--- The problem ---
Lines from the opening of the material through the line containing "position:absolute; right:12px; top:12px;" must be duplicated word for word. Pictures are not.

━━━ Input records ━━━

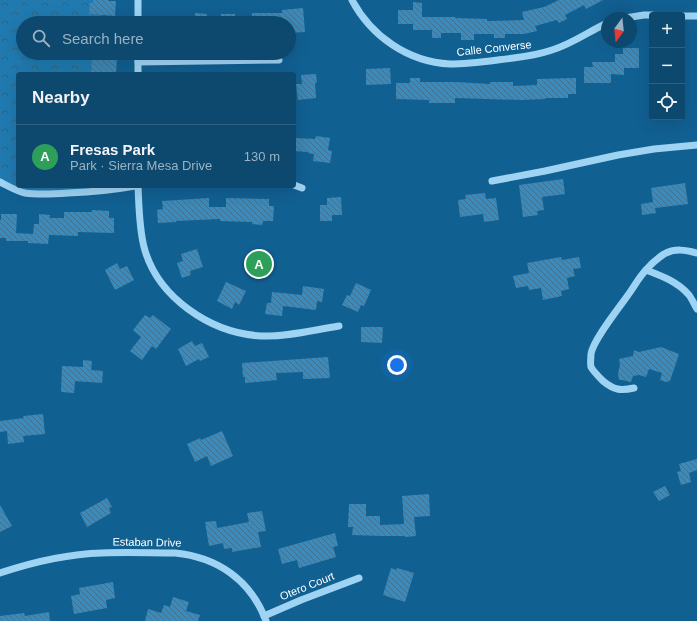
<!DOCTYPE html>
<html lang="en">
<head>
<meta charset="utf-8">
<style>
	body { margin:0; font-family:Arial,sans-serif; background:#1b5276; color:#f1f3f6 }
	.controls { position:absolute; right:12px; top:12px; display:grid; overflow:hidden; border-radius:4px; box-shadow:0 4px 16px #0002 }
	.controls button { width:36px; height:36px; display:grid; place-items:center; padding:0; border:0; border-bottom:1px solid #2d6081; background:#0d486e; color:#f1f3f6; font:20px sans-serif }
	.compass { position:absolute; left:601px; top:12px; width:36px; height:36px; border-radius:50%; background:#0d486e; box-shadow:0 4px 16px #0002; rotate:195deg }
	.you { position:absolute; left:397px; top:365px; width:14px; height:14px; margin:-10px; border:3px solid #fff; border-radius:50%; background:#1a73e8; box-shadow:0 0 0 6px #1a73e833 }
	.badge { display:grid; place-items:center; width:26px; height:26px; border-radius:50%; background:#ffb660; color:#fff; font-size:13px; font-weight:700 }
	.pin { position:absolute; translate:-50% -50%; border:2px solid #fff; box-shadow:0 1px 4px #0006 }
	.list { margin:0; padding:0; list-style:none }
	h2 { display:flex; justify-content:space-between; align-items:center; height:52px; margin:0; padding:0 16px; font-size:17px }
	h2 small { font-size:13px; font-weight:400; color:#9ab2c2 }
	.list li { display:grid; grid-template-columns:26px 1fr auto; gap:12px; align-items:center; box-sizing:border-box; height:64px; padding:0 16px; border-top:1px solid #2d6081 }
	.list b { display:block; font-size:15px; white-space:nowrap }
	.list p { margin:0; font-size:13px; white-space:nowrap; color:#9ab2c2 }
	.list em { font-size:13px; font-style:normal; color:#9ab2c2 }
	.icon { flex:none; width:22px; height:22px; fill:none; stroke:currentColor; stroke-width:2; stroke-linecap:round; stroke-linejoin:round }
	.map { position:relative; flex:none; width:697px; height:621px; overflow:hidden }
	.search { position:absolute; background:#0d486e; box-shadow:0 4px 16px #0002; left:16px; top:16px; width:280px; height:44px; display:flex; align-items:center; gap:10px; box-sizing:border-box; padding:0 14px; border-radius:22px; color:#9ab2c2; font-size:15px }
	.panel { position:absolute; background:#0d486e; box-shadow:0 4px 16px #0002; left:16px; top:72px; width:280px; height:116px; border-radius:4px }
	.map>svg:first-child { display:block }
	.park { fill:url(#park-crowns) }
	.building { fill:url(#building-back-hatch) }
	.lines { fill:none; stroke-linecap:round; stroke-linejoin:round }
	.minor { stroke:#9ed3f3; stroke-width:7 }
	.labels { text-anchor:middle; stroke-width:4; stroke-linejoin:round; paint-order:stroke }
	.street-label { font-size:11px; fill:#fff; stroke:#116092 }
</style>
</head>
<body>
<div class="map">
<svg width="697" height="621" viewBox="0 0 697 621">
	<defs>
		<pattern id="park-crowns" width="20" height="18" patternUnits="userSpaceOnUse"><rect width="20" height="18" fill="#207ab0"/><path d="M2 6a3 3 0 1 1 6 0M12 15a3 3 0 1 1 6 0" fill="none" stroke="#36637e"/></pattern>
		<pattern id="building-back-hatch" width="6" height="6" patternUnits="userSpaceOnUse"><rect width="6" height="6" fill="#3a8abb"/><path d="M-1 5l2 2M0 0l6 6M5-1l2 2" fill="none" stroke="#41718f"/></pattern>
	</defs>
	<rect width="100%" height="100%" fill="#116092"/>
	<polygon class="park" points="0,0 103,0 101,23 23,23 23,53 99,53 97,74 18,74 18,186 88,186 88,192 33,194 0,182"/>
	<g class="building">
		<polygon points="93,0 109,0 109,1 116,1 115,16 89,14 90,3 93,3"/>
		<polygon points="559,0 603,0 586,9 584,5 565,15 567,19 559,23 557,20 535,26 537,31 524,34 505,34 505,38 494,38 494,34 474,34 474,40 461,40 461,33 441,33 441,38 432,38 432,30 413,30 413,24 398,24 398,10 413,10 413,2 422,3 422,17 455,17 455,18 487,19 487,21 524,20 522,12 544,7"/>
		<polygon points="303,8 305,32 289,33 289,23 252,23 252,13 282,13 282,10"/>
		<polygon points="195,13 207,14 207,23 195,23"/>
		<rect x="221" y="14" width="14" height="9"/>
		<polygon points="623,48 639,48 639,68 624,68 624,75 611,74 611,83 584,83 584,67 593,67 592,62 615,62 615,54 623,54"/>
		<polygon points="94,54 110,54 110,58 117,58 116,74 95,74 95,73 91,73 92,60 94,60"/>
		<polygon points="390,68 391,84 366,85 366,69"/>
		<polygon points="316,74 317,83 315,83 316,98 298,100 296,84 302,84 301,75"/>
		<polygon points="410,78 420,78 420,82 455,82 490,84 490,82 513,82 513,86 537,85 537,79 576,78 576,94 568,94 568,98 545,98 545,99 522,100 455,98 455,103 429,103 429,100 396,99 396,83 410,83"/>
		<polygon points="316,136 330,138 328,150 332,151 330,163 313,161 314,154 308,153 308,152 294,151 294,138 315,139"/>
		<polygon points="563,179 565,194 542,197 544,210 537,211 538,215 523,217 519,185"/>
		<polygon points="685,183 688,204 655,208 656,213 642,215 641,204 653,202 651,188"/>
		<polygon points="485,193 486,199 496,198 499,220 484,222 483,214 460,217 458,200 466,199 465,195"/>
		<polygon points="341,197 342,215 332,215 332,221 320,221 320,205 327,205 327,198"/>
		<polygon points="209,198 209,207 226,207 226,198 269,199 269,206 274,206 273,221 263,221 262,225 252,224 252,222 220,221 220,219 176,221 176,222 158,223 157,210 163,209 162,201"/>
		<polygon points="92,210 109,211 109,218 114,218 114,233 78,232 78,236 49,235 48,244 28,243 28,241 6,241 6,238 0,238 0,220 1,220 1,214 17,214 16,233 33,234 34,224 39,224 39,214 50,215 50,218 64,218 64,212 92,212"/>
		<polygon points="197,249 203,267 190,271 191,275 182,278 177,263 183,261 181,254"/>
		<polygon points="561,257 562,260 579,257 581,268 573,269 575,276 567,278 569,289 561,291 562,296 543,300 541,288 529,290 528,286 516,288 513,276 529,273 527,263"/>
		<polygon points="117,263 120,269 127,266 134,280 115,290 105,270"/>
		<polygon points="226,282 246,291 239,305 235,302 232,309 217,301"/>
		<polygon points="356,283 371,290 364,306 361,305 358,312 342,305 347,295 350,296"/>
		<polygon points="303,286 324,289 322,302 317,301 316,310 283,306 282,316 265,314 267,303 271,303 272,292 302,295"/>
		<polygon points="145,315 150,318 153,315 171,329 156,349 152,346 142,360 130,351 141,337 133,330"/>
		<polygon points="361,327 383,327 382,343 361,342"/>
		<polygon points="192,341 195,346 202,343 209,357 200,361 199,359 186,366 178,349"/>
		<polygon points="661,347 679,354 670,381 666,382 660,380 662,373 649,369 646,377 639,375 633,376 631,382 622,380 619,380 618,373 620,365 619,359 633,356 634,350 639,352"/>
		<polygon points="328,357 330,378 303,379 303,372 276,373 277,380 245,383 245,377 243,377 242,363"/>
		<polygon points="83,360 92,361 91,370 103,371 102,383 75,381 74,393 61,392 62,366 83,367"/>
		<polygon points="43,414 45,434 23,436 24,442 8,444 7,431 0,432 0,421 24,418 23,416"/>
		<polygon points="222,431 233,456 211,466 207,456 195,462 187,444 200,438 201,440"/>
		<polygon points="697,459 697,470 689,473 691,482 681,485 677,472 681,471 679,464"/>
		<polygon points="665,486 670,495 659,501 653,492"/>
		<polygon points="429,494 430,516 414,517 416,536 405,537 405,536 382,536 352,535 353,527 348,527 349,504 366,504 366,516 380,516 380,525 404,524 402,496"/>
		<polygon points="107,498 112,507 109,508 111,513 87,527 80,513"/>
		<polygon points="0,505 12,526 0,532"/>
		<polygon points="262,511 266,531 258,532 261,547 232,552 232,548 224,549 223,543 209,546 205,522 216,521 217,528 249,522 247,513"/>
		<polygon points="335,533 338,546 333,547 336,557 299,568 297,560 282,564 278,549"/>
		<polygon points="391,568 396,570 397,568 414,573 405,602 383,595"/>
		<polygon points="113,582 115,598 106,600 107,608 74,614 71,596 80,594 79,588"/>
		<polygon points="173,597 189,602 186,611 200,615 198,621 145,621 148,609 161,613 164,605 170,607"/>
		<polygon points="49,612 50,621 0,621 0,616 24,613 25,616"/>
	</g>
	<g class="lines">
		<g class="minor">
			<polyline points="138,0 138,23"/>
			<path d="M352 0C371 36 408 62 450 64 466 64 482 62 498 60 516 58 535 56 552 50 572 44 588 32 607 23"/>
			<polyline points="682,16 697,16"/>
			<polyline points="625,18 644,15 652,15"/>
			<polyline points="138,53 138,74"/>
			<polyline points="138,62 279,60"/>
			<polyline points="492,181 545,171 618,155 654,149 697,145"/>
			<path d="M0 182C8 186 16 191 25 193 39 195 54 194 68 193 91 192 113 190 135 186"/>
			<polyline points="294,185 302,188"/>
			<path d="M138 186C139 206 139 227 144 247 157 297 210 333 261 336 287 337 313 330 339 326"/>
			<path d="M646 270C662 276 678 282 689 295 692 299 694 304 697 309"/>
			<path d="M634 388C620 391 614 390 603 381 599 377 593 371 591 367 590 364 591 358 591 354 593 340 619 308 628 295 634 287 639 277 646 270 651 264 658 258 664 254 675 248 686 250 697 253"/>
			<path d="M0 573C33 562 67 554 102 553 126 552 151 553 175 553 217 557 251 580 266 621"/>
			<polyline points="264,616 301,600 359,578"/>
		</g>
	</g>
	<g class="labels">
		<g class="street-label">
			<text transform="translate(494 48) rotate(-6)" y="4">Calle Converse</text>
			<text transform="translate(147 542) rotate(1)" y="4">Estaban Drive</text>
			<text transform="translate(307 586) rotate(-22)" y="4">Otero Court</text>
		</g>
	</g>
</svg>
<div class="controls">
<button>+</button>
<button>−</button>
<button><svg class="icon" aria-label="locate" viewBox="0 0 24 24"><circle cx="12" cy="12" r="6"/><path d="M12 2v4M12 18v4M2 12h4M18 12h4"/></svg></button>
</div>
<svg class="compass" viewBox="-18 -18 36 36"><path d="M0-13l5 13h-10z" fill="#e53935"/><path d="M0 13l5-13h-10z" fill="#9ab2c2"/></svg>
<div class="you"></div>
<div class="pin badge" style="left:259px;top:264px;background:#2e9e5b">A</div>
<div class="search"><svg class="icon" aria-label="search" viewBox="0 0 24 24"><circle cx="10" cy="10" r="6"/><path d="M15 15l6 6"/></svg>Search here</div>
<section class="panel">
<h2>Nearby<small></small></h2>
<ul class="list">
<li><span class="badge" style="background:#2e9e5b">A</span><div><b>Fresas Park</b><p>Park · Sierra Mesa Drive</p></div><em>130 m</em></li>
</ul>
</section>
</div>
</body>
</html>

━━━

--- Output ---
<!DOCTYPE html>
<html lang="en">
<head>
<meta charset="utf-8">
<style>
	body { margin:0; font-family:Arial,sans-serif; background:#1b5276; color:#f1f3f6 }
	.controls { position:absolute; right:12px; top:12px; display:grid; overflow:hidden; border-radius:4px; box-shadow:0 4px 16px #0002 }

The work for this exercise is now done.